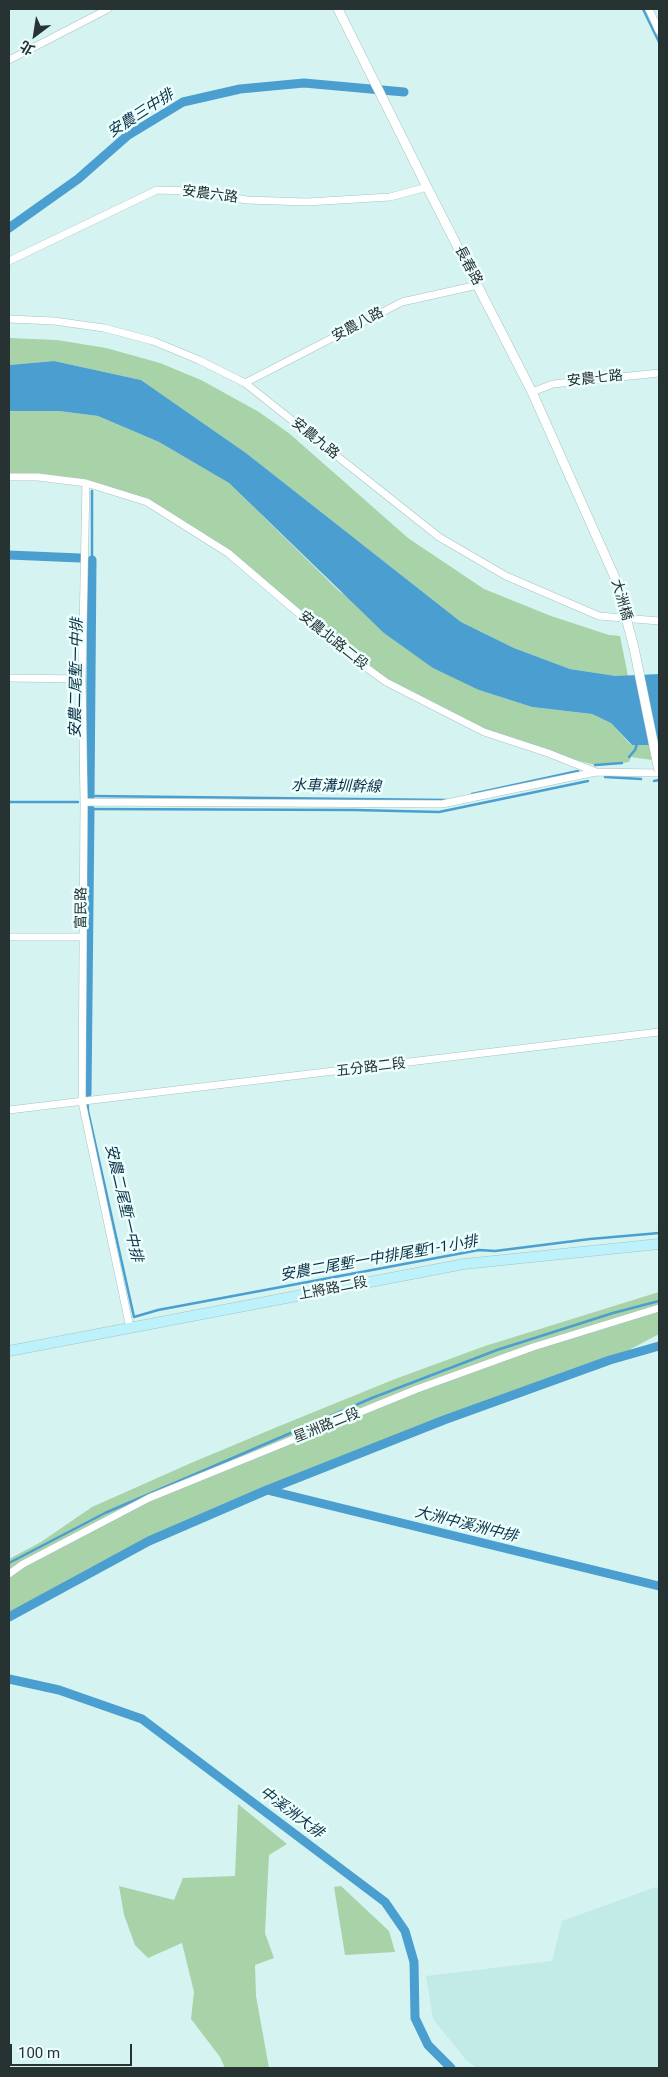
<!DOCTYPE html>
<meta charset="utf-8">
<style>
body{margin:0}
#map{position:relative;width:668px;height:2077px;overflow:hidden;background:#d5f4f1;font-family:Roboto,"Noto Sans TC",sans-serif}
canvas{display:block}
.frame{position:absolute;inset:0;border:10px solid #273332;pointer-events:none}
.north{position:absolute;left:10px;top:10px;width:50px;height:50px;-webkit-text-stroke:4px #ecfefd;paint-order:stroke;rotate:211deg;font-size:14px;font-weight:700;line-height:20px;text-align:center;color:#273332}
.north::after{content:'';display:block;margin:auto;width:18px;height:22px;background:#273332;clip-path:polygon(50% 0,100% 100%,50% 72%,0 100%)}
.scale{position:absolute;left:10px;top:2044px;width:122px;height:22px;box-sizing:border-box;border:2px solid #273332;border-top:0;padding-left:6px;font-size:15px;line-height:18px;white-space:nowrap;color:#273332;-webkit-text-stroke:4px #ecfefd;paint-order:stroke}
</style>
<div id="map">
<canvas width="668" height="2077"></canvas>
<div class="frame"></div>
<div class="north">北</div>
<div class="scale">100 m</div>
</div>
<script>
const ctx = document.querySelector('canvas').getContext('2d');
ctx.lineJoin = 'round';
function fill(path, color) {
  ctx.fillStyle = color;
  ctx.fill(path, 'evenodd');
}
function trace(path, color, width, dash) {
  ctx.strokeStyle = color;
  ctx.lineWidth = width;
  ctx.lineCap = dash ? 'butt' : 'round';
  ctx.setLineDash(dash || []);
  ctx.stroke(path);
}
function drawText(font, color, halo, rows, align = 'center') {
  ctx.font = font + ' Roboto,"Noto Sans TC",sans-serif';
  ctx.lineWidth = 5;
  ctx.setLineDash([]);
  ctx.textBaseline = 'middle';
  ctx.strokeStyle = halo;
  ctx.fillStyle = color;
  for (const [text, x, y, turn = 0] of rows) {
    ctx.save();
    ctx.translate(x, y);
    ctx.rotate((+turn || 0) * Math.PI / 180);
    ctx.textAlign = isNaN(turn) ? turn : align;
    if (halo) ctx.strokeText(text, 0, 0);
    ctx.fillText(text, 0, 0);
    ctx.restore();
  }
}
fill(new Path2D(`
 M656,1887L659,1889V2068H477L466,2060L433,2019L426,1976L552,1961L562,1921Z`), '#c2eae7');
fill(new Path2D(`
 M9,338L57,340L106,348L160,363L201,380L259,412L290,434L408,538L484,589L551,616L609,635L620,636L628,676H616L570,669L514,648L461,622L246,453L141,380L54,361L9,365Z
 M9,411H59L98,416L159,442L229,483L339,591L479,690L532,707L592,714L611,723L631,745H659V761L631,757L629,762L599,766L548,753L484,732L386,682L228,553L147,502L86,483L9,477Z
 M659,1292V1334L610,1360L444,1420L267,1490L149,1541L9,1617V1559L41,1542L92,1507L191,1463L277,1427L395,1379L485,1346Z
 M238,1804L287,1844L269,1855L265,1933L274,1958L255,1965L256,1996L269,2068H225L220,2057L191,2019L194,1992L182,1943L148,1958L135,1945L124,1915L119,1886L174,1900L183,1878L235,1876Z
 M341,1886L389,1931L395,1952L345,1955L334,1887Z`), '#a8d2a8');
fill(new Path2D(`
 M54,361L141,380L246,453L461,622L514,648L570,669L616,676L659,674V745H632L611,723L592,714L532,707L479,690L433,668L384,633L229,483L159,442L98,416L59,411H9V365Z`), '#4a9ed0');
trace(new Path2D(`
 M643,9L659,42
 M92,491V560
 M629,757L635,750L637,744
 M595,765L622,763
 M605,777L641,779
 M654,781L659,780
 M472,794L578,771
 M91,796L447,800
 M9,802H78
 M90,809L355,810L439,812L588,781
 M87,1094L88,1111L134,1317L158,1310L479,1250L495,1251L590,1239L659,1233
 M9,1563L105,1513L372,1398L497,1350L613,1313L659,1301`), '#4a9ed0', 2.5);
trace(new Path2D(`
 M9,228L78,179L127,136L183,102L240,89L304,83L404,92
 M9,555L80,558
 M90,796L92,560
 M87,1094L90,809
 M267,1490L659,1586
 M9,1617L149,1541L267,1490L444,1420L610,1360L659,1346
 M9,1679L59,1690L142,1719L385,1902L405,1931L414,1962L415,2018L428,2045L451,2068`), '#4a9ed0', 9);
const minor = new Path2D(`
 M649,9L659,31
 M9,60L108,9
 M9,261L157,190L191,191L247,200L307,202L390,197L427,187
 M9,319L54,321L104,328L153,341L199,360L245,383L439,537L506,576L599,616L659,621
 M245,383L402,302L478,285
 M532,392L553,384L659,373
 M9,477H38L86,483L147,502L228,553L337,646L386,682L484,732L548,753L596,772
 M86,483L82,679L84,802L82,1102L130,1328
 M9,678L82,679
 M84,802L442,804L596,772L659,773
 M9,937H82
 M9,1110L659,1032
 M9,1574L23,1564L149,1498L417,1389L533,1347L659,1308`);
const tertiary = new Path2D(`
 M338,9L427,187L532,392L553,439`);
const secondary = new Path2D(`
 M9,1351L464,1264L659,1244`);
trace(minor, '#a5c2c0', 8);
trace(tertiary, '#a5c2c0', 10);
trace(secondary, '#a5c2c0', 11);
trace(minor, '#fff', 7);
trace(tertiary, '#fff', 9);
trace(secondary, '#bdf2fc', 10);
const tertiaryBridge = new Path2D(`
 M553,439L616,580L634,648L659,771`);
trace(tertiaryBridge, '#a5c2c0', 10, []);
trace(tertiaryBridge, '#fff', 9);
drawText('14px', '#273332', '#ecfefd', [
 ["安農六路",210,195,7],
 ["長春路",468,266,62],
 ["安農八路",358,325,-28],
 ["安農七路",595,379,-6],
 ["安農九路",315,439,39],
 ["大洲橋",621,600,74],
 ["安農北路二段",333,641,39],
 ["富民路",82,908,-89],
 ["五分路二段",371,1068,-7],
 ["上將路二段",333,1289,-11],
 ["星洲路二段",327,1426,-22]
]);
drawText('italic 15px', '#0a3045', '#ecfefd', [
 ["安農三中排",141,114,-33],
 ["安農二尾塹一中排",77,678,-89],
 ["水車溝圳幹線",336,787,1],
 ["安農二尾塹一中排",123,1203,77],
 ["安農二尾塹一中排尾塹1-1小排",379,1259,-10],
 ["大洲中溪洲中排",466,1525,14],
 ["中溪洲大排",291,1813,37]
]);
</script>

What you have to do. Check each line of the records above for the word "rows", count the lines that have it, and give only the count.

Task answer. 2